Column in the journal.ie 23rd Feb 2012

Image: seanmcgrath via Flickr

HELLO, MY NAME is Michael McCabe. I have a full-time job, a wife who works full-time and we have a mortgage to pay. Like everyone else, it’s a struggle to make ends meet these days.


I choose when to get up in the morning, when I have meetings and how I get there, when I eat, when I sleep, and in between all of that, I make time to manage my finances and maintain my house. You’re probably thinking to yourself “So do I”. The only difference with me is that I do all of this with the help of a Personal Assistant (PA). I’m a leader (that’s the term). This means that I take the lead, I’m in control, I make the choices and I take responsibility for those choices, and that is what makes me independent. People take independence for granted, and with my Personal Assistant, I can too.

Why do I have a Personal Assistant, I hear you ask? Well I was born with Cerebral Palsy which affects the functioning of my legs, arms, lungs and speech and I use a powered wheelchair. Cerebral Palsy doesn’t affect my mind, so, like most people I have the ability to learn and absorb information, to analyse situations and use emotional and logical reasoning to determine my choices and to contribute my ideas, opinions and views to the world.
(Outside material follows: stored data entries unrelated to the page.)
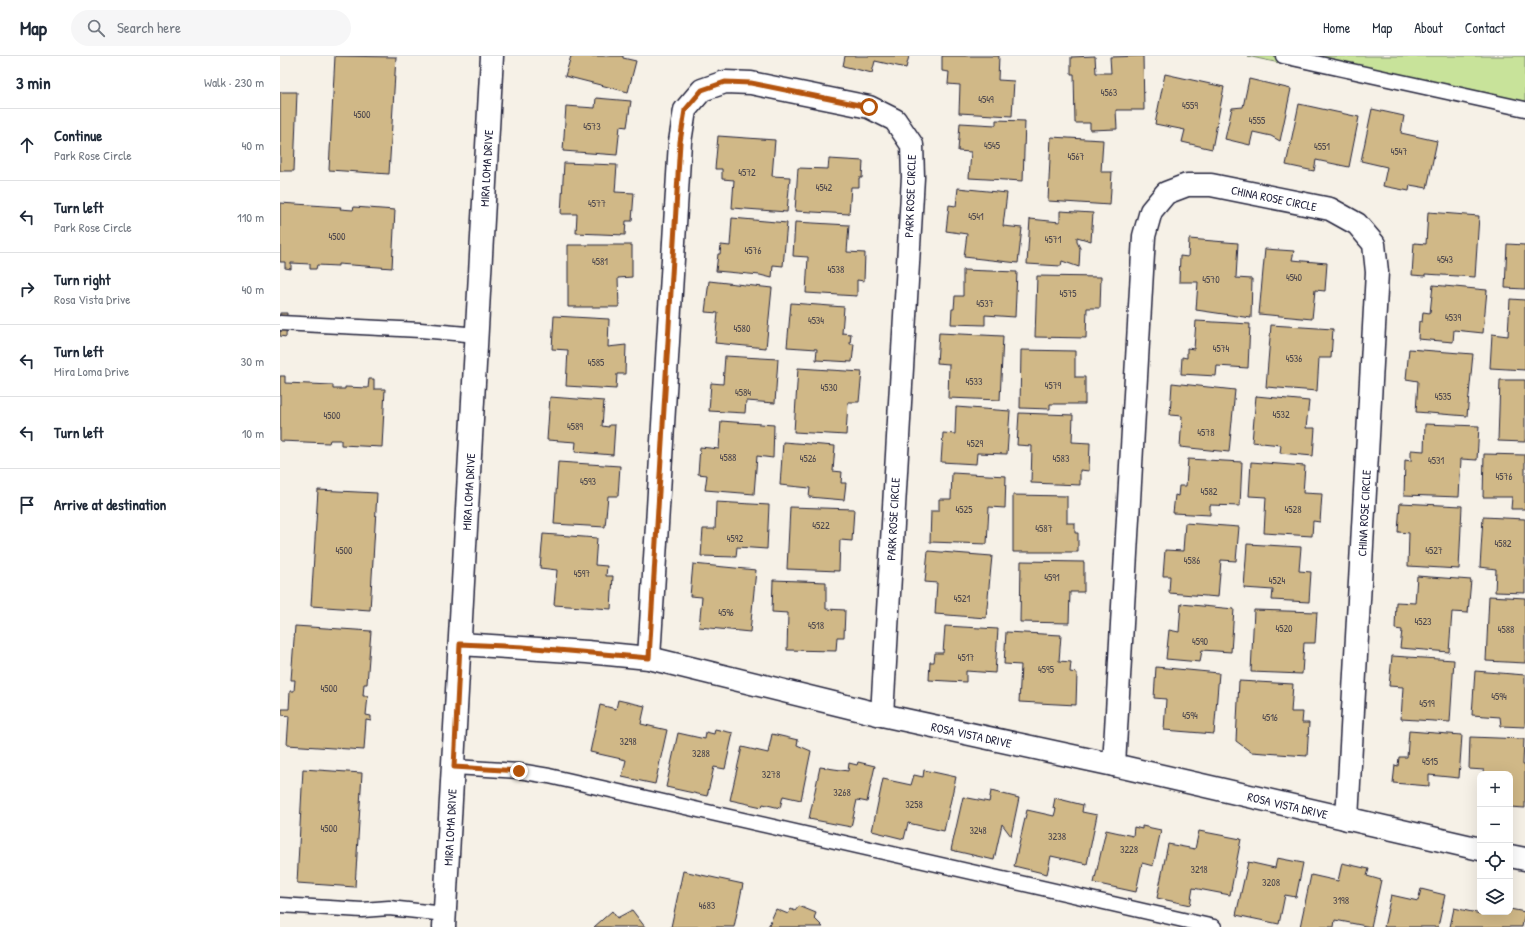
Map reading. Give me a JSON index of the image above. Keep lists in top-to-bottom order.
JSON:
{
  "streets": {
    "street": [
      "MIRA LOMA DRIVE",
      "PARK ROSE CIRCLE",
      "CHINA ROSE CIRCLE",
      "ROSA VISTA DRIVE"
    ]
  },
  "crossings": [
    ["MIRA LOMA DRIVE", "ROSA VISTA DRIVE"],
    ["PARK ROSE CIRCLE", "ROSA VISTA DRIVE"],
    ["CHINA ROSE CIRCLE", "ROSA VISTA DRIVE"]
  ],
  "house_numbers": [
    "4563",
    "4549",
    "4559",
    "4500",
    "4555",
    "4573",
    "4545",
    "4551",
    "4547",
    "4567",
    "4572",
    "4542",
    "4577",
    "4541",
    "4500",
    "4571",
    "4576",
    "4543",
    "4581",
    "4538",
    "4540",
    "4570",
    "4575",
    "4537",
    "4539",
    "4534",
    "4580",
    "4574",
    "4536",
    "4585",
    "4533",
    "4579",
    "4530",
    "4584",
    "4535",
    "4532",
    "4500",
    "4589",
    "4578",
    "4529",
    "4588",
    "4526",
    "4583",
    "4531",
    "4576",
    "4593",
    "4582",
    "4525",
    "4528",
    "4522",
    "4587",
    "4592",
    "4582",
    "4500",
    "4527",
    "4586",
    "4597",
    "4591",
    "4524",
    "4521",
    "4596",
    "4523",
    "4518",
    "4520",
    "4588",
    "4590",
    "4517",
    "4595",
    "4500",
    "4594",
    "4519",
    "4594",
    "4516",
    "3298",
    "3288",
    "4515",
    "3278",
    "3268",
    "3258",
    "4500",
    "3248",
    "3238",
    "3228",
    "3218",
    "3208",
    "3198",
    "4683"
  ],
  "page": {
    "header": "Map",
    "search": "Search here",
    "nav": [
      "Home",
      "Map",
      "About",
      "Contact"
    ],
    "heading": ["3 min", "Walk · 230 m"],
    "list": [
      ["Continue", "Park Rose Circle", "40 m"],
      ["Turn left", "Park Rose Circle", "110 m"],
      ["Turn right", "Rosa Vista Drive", "40 m"],
      ["Turn left", "Mira Loma Drive", "30 m"],
      ["Turn left", "10 m"],
      "Arrive at destination"
    ],
    "map_buttons": ["+", "−"]
  }
}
Jump back 20 years, and my life was very different. While I was independent minded, my life revolved around the availability of my brother, sister and friends. Everyday activities like eating, sleeping, going to meetings or socialising depended on when my family or friends were available to help me. I wasn’t in control, I had little choice in decisions about how my life should be run, and I was also taking away their freedom of choice. I was dependent and they were restricted.

‘I had to rely on family and friends for every little thing, including lifting a glass to my mouth’


Looking back even further to 40 years ago as a young adult, and although like most young people I liked to lead an active social life, I was still very dependent on my parents. I thought I was independent, but later I realised that when I had to rely on family and friends for every little thing, including lifting a glass to my mouth, that I wasn’t independent at all.

Throughout this culture of dependency, I continuously fought for the right to independence for myself and my peers.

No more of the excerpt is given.